> _DIRECTIONS FOR THIS TASK_
Only the lines from the beginning of the data through the line holding "const shape = rows" belong in the answer, printed exactly and without pictures.

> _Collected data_
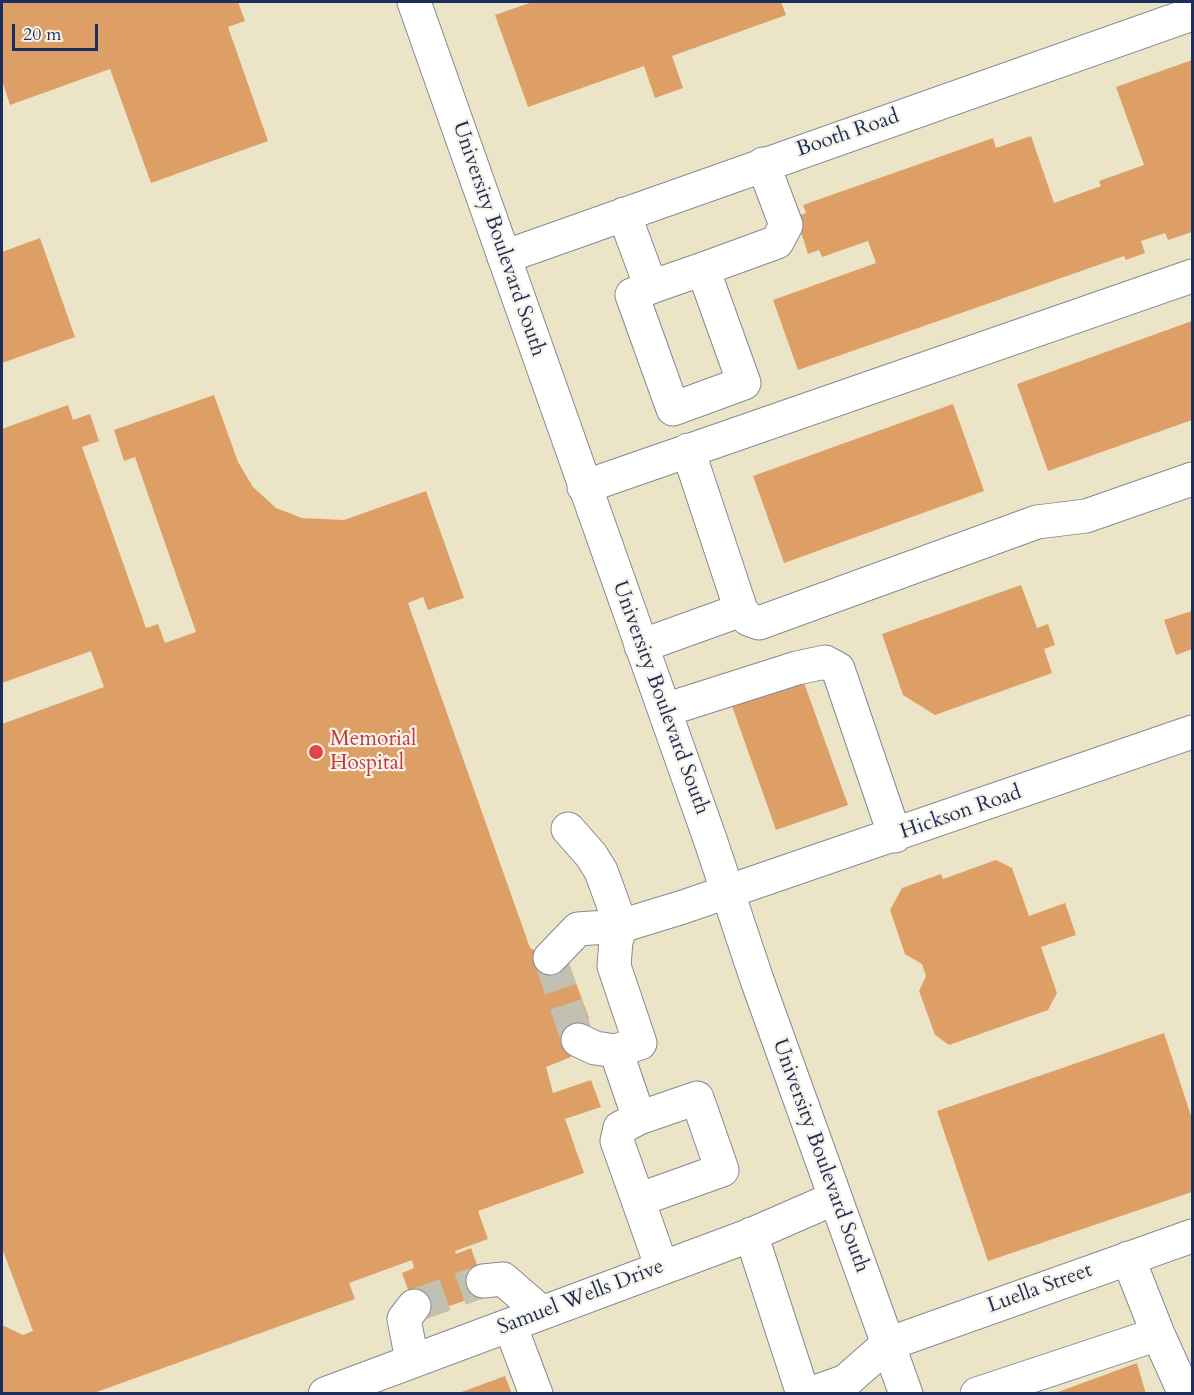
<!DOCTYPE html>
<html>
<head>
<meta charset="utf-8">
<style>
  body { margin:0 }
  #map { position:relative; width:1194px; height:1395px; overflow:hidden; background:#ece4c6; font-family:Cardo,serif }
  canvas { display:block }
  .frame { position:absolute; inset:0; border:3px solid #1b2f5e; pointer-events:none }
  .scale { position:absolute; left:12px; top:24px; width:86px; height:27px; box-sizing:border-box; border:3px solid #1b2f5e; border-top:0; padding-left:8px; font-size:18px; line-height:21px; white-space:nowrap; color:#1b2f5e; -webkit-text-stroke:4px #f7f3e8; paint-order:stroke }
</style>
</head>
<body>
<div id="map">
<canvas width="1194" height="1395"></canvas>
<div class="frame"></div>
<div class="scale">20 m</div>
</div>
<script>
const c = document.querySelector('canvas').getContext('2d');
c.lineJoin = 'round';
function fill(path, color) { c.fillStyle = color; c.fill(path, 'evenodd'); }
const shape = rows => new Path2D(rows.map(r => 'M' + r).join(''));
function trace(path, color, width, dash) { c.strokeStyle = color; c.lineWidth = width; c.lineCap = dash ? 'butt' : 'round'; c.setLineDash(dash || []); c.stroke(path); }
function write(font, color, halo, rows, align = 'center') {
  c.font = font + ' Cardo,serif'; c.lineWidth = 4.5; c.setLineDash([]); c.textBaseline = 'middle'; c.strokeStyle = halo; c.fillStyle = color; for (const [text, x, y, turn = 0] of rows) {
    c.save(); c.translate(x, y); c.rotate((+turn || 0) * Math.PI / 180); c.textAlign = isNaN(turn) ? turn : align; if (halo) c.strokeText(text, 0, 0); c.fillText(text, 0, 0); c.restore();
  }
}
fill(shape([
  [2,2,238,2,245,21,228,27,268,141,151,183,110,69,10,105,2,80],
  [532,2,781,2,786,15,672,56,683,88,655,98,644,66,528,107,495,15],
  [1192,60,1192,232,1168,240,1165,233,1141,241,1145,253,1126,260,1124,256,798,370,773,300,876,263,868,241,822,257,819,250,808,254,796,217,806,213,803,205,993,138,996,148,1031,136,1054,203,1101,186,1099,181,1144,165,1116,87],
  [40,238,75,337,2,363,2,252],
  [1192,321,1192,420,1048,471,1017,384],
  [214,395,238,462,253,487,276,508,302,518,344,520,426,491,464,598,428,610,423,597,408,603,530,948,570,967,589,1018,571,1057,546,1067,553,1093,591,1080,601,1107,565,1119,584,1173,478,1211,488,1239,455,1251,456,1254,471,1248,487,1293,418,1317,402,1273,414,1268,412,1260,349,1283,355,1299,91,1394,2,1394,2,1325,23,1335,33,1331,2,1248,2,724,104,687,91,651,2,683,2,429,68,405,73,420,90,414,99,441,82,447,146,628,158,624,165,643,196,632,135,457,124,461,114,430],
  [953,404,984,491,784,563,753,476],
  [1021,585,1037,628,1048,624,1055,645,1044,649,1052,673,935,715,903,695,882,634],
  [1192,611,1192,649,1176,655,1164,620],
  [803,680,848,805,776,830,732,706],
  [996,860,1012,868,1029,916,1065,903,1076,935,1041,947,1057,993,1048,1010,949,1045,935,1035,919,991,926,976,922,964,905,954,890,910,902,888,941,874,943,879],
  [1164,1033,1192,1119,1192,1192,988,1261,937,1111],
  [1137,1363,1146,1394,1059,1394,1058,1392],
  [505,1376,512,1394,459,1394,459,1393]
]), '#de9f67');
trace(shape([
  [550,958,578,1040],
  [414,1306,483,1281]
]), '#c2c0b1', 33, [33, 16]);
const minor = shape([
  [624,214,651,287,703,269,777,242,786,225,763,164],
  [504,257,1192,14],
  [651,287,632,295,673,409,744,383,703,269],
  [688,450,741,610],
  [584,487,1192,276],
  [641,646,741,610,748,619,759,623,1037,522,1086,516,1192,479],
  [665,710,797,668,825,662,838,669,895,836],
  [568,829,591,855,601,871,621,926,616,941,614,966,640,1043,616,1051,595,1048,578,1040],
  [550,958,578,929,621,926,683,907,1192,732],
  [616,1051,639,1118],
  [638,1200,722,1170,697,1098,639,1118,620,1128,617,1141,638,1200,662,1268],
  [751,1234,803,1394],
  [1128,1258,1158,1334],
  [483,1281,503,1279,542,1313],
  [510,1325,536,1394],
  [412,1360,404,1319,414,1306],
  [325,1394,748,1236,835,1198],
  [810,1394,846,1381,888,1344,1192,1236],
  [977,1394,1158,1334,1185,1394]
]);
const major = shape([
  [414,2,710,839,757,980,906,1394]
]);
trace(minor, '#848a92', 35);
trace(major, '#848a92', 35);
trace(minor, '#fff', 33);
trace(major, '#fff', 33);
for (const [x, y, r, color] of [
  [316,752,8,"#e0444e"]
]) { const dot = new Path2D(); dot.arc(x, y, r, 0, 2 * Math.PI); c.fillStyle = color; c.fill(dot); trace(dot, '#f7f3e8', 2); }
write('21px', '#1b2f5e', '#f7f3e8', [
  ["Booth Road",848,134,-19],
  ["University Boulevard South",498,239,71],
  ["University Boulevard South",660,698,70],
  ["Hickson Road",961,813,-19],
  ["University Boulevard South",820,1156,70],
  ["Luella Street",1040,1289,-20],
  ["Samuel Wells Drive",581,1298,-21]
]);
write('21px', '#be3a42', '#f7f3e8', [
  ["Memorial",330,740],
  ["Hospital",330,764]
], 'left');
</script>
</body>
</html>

> _ANSWER TO THIS EXERCISE_
<!DOCTYPE html>
<html>
<head>
<meta charset="utf-8">
<style>
  body { margin:0 }
  #map { position:relative; width:1194px; height:1395px; overflow:hidden; background:#ece4c6; font-family:Cardo,serif }
  canvas { display:block }
  .frame { position:absolute; inset:0; border:3px solid #1b2f5e; pointer-events:none }
  .scale { position:absolute; left:12px; top:24px; width:86px; height:27px; box-sizing:border-box; border:3px solid #1b2f5e; border-top:0; padding-left:8px; font-size:18px; line-height:21px; white-space:nowrap; color:#1b2f5e; -webkit-text-stroke:4px #f7f3e8; paint-order:stroke }
</style>
</head>
<body>
<div id="map">
<canvas width="1194" height="1395"></canvas>
<div class="frame"></div>
<div class="scale">20 m</div>
</div>
<script>
const c = document.querySelector('canvas').getContext('2d');
c.lineJoin = 'round';
function fill(path, color) { c.fillStyle = color; c.fill(path, 'evenodd'); }
const shape = rows => new Path2D(rows.map(r => 'M' + r).join(''));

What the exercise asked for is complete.